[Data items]
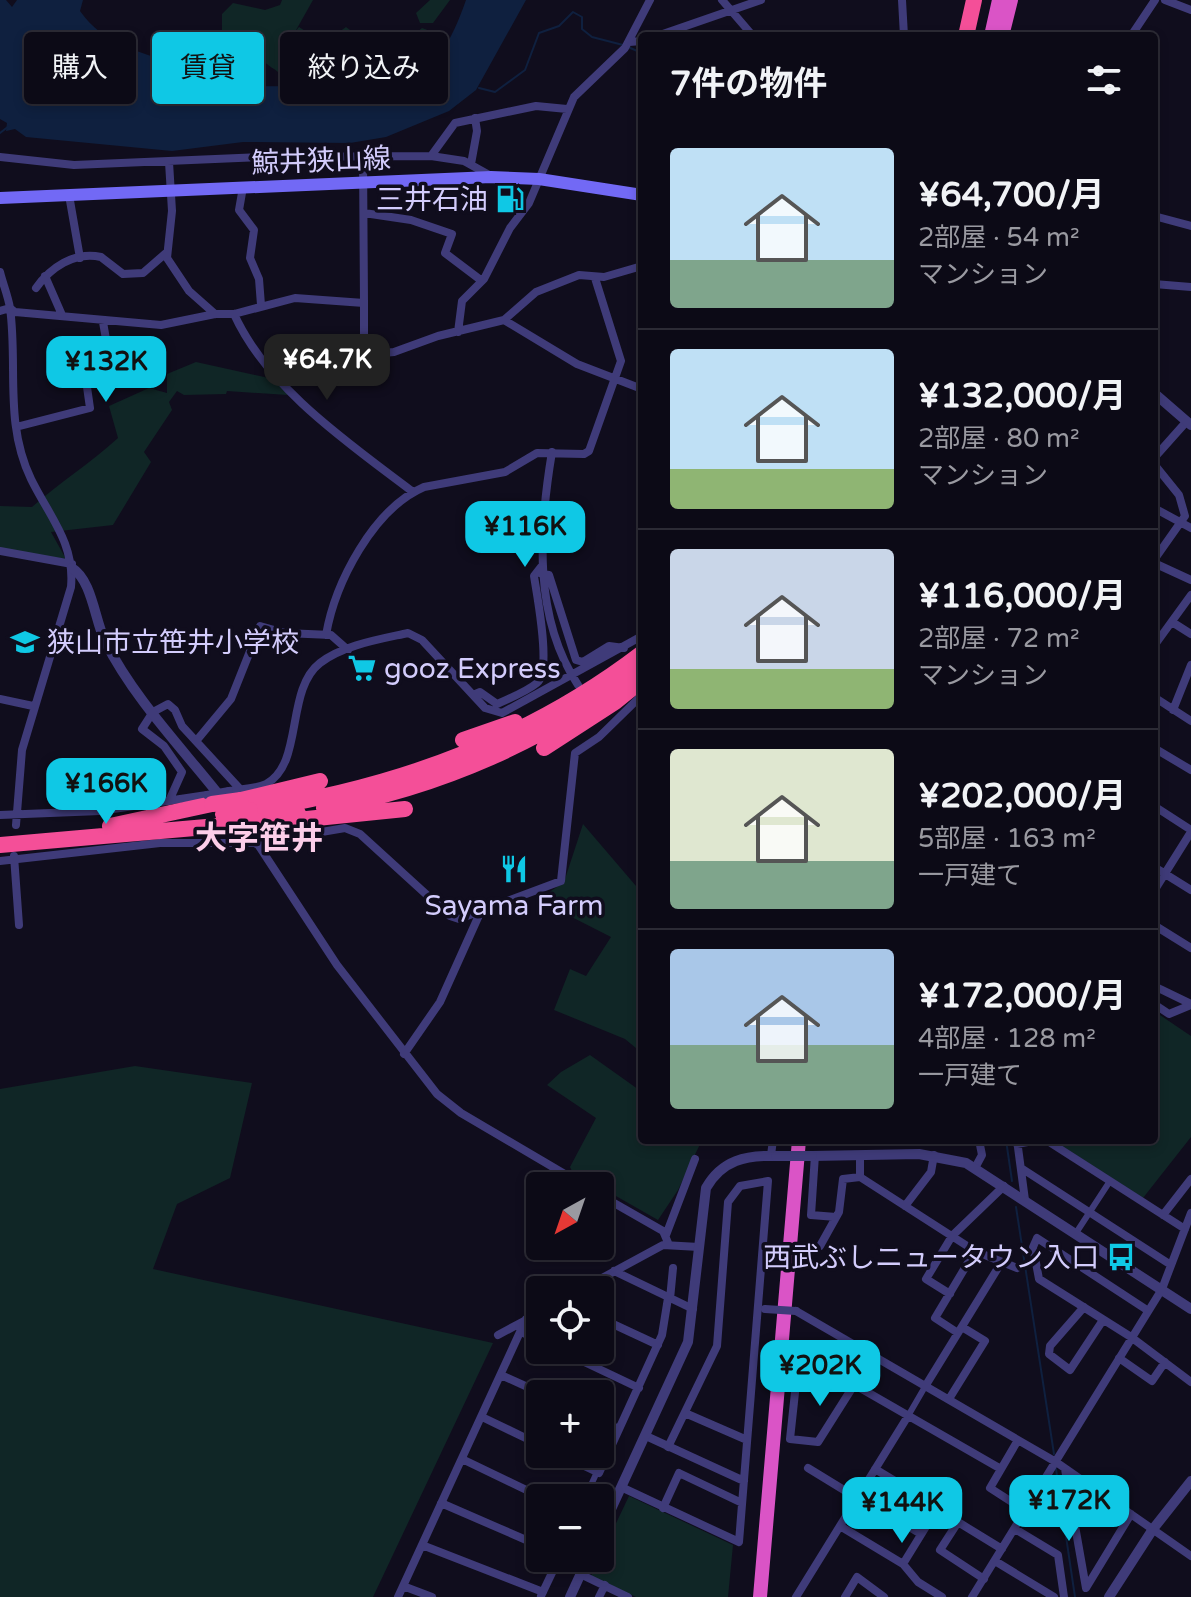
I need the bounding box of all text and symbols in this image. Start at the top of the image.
chip: 購入 [24,32,136,104]
chip: 賃貸 [152,32,264,104]
chip: 絞り込み [280,32,448,104]
icon: filters [1082,58,1126,102]
text: 7件の物件 [670,64,827,105]
street label: 鯨井狭山線 [250,142,392,180]
text: ¥64,700/月 [918,175,1105,216]
icon: home [734,180,830,276]
place label: 三井石油 [376,183,488,217]
fuel station icon: 三井石油 [495,184,525,214]
text: 2部屋 · 54 m² [918,222,1080,253]
text: マンション [918,259,1048,290]
pin: ¥64.7K [262,334,392,402]
pin: ¥132K [50,336,162,404]
text: ¥64.7K [282,344,372,375]
text: ¥132K [64,346,148,377]
text: ¥132,000/月 [918,376,1126,417]
icon: home [734,381,830,477]
text: 2部屋 · 80 m² [918,423,1080,454]
text: マンション [918,460,1048,491]
pin: ¥116K [469,501,581,569]
text: ¥116K [483,511,567,542]
text: ¥116,000/月 [918,576,1126,617]
icon: home [734,581,830,677]
text: 2部屋 · 72 m² [918,623,1080,654]
place label: 狭山市立笹井小学校 [47,626,299,660]
school or university icon: 狭山市立笹井小学校 [10,627,40,657]
place label: gooz Express [384,652,561,686]
supermarket icon: gooz Express [347,653,377,683]
text: マンション [918,660,1048,691]
pin: ¥166K [50,758,162,826]
text: ¥166K [64,768,148,799]
text: ¥202,000/月 [918,776,1126,817]
icon: home [734,781,830,877]
district label: 大字笹井 [195,820,323,858]
text: 5部屋 · 163 m² [918,823,1096,854]
restaurant icon: Sayama Farm [499,854,529,884]
text: 一戸建て [918,860,1022,891]
place label: Sayama Farm [424,889,604,923]
text: ¥172,000/月 [918,976,1126,1017]
icon: home [734,981,830,1077]
text: 4部屋 · 128 m² [918,1023,1096,1054]
text: 一戸建て [918,1060,1022,1091]
north arrow [526,1172,614,1260]
map controls [526,1172,614,1572]
place label: 西武ぶしニュータウン入口 [763,1241,1099,1275]
bus stop icon: 西武ぶしニュータウン入口 [1106,1242,1136,1272]
button: locate [526,1276,614,1364]
pin: ¥202K [764,1340,876,1408]
text: ¥202K [778,1350,862,1381]
button: + [526,1380,614,1468]
pin: ¥172K [1013,1475,1125,1543]
pin: ¥144K [846,1477,958,1545]
button: − [526,1484,614,1572]
text: ¥172K [1027,1485,1111,1516]
text: ¥144K [860,1487,944,1518]

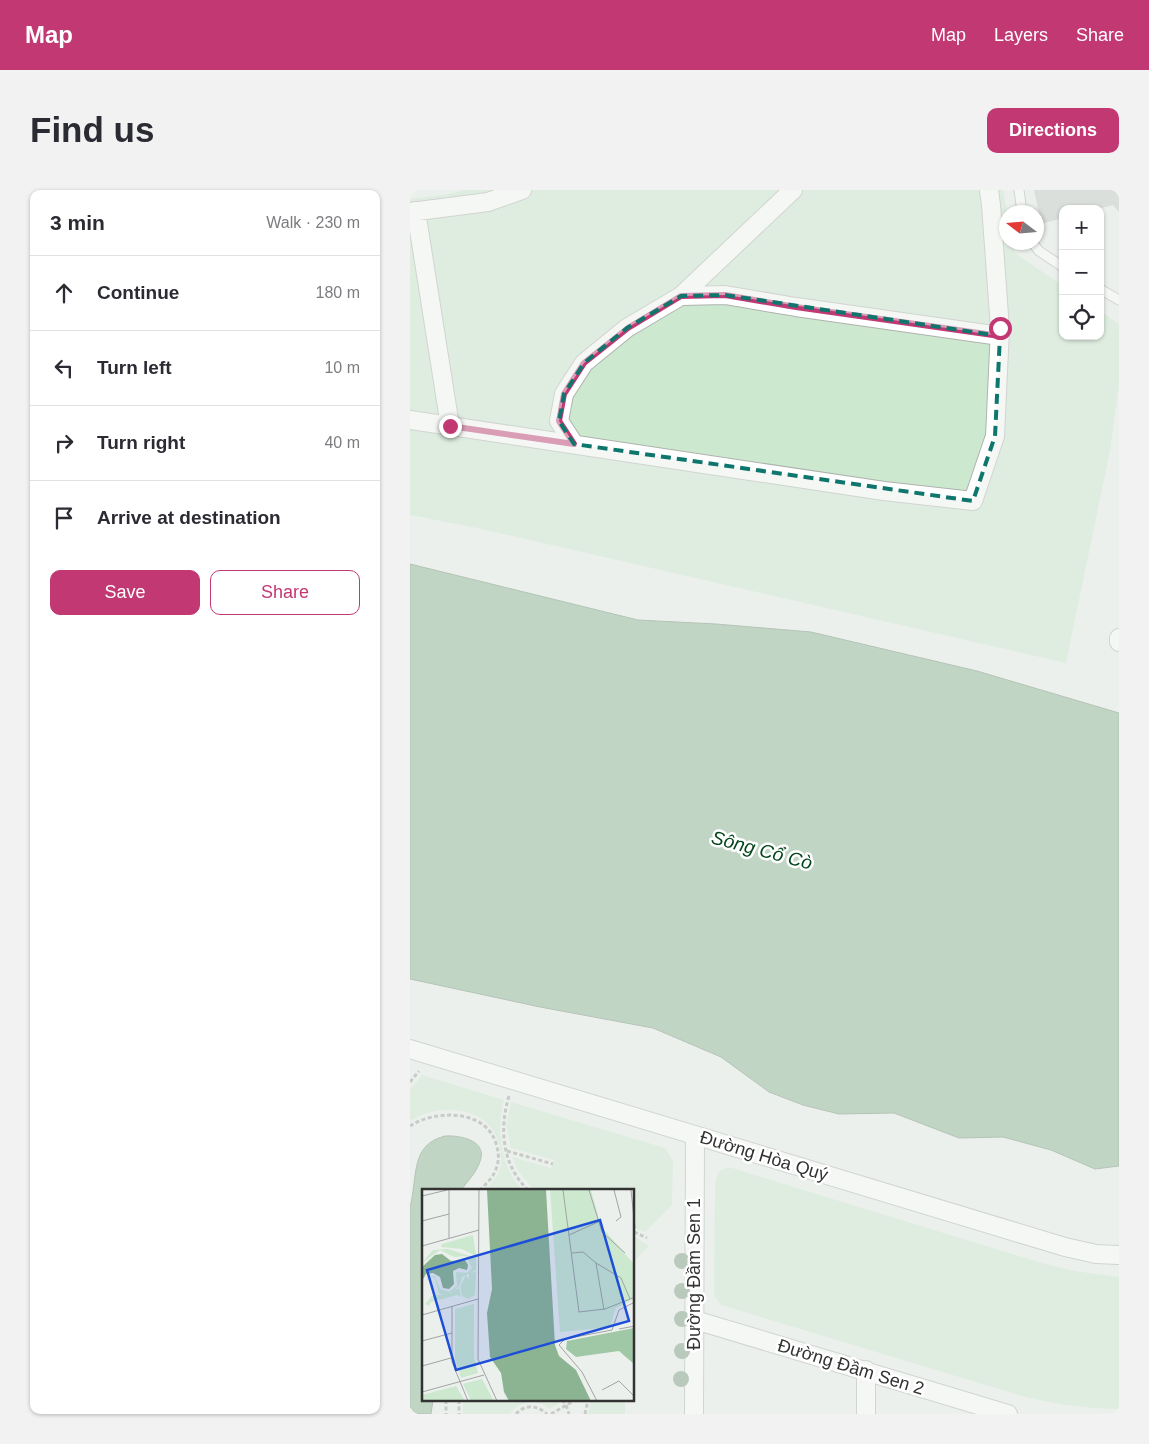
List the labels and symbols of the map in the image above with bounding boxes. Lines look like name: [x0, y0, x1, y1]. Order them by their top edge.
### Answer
north arrow: [999, 205, 1044, 250]
route start: [989, 317, 1012, 340]
route end: [439, 415, 462, 438]
water label: Sông Cổ Cò: [709, 826, 815, 874]
street label: Đường Hòa Quý: [698, 1127, 830, 1185]
inset map: [422, 1189, 635, 1402]
street label: Đường Đầm Sen 1: [684, 1198, 704, 1350]
street label: Đường Đầm Sen 2: [775, 1335, 927, 1399]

**ACTIVITY:** Each line from the start of the entries above through the line with "List the labels" should be duplicated exactly, leaving out the pictures.

**REPLY:**
I need the bounding box of all text and symbols in this image. Start at the top of the image.
chip: 購入 [24,32,136,104]
chip: 賃貸 [152,32,264,104]
chip: 絞り込み [280,32,448,104]
icon: filters [1082,58,1126,102]
text: 7件の物件 [670,64,827,105]
street label: 鯨井狭山線 [250,142,392,180]
text: ¥64,700/月 [918,175,1105,216]
icon: home [734,180,830,276]
place label: 三井石油 [376,183,488,217]
fuel station icon: 三井石油 [495,184,525,214]
text: 2部屋 · 54 m² [918,222,1080,253]
text: マンション [918,259,1048,290]
pin: ¥64.7K [262,334,392,402]
pin: ¥132K [50,336,162,404]
text: ¥64.7K [282,344,372,375]
text: ¥132K [64,346,148,377]
text: ¥132,000/月 [918,376,1126,417]
icon: home [734,381,830,477]
text: 2部屋 · 80 m² [918,423,1080,454]
text: マンション [918,460,1048,491]
pin: ¥116K [469,501,581,569]
text: ¥116K [483,511,567,542]
text: ¥116,000/月 [918,576,1126,617]
icon: home [734,581,830,677]
text: 2部屋 · 72 m² [918,623,1080,654]
place label: 狭山市立笹井小学校 [47,626,299,660]
school or university icon: 狭山市立笹井小学校 [10,627,40,657]
place label: gooz Express [384,652,561,686]
supermarket icon: gooz Express [347,653,377,683]
text: マンション [918,660,1048,691]
pin: ¥166K [50,758,162,826]
text: ¥166K [64,768,148,799]
text: ¥202,000/月 [918,776,1126,817]
icon: home [734,781,830,877]
district label: 大字笹井 [195,820,323,858]
text: 5部屋 · 163 m² [918,823,1096,854]
restaurant icon: Sayama Farm [499,854,529,884]
text: 一戸建て [918,860,1022,891]
place label: Sayama Farm [424,889,604,923]
text: ¥172,000/月 [918,976,1126,1017]
icon: home [734,981,830,1077]
text: 4部屋 · 128 m² [918,1023,1096,1054]
text: 一戸建て [918,1060,1022,1091]
north arrow [526,1172,614,1260]
map controls [526,1172,614,1572]
place label: 西武ぶしニュータウン入口 [763,1241,1099,1275]
bus stop icon: 西武ぶしニュータウン入口 [1106,1242,1136,1272]
button: locate [526,1276,614,1364]
pin: ¥202K [764,1340,876,1408]
text: ¥202K [778,1350,862,1381]
button: + [526,1380,614,1468]
pin: ¥172K [1013,1475,1125,1543]
pin: ¥144K [846,1477,958,1545]
button: − [526,1484,614,1572]
text: ¥172K [1027,1485,1111,1516]
text: ¥144K [860,1487,944,1518]

List the labels and symbols of the map in the image above with bounding boxes. Lines look like name: [x0, y0, x1, y1]. Order them by their top edge.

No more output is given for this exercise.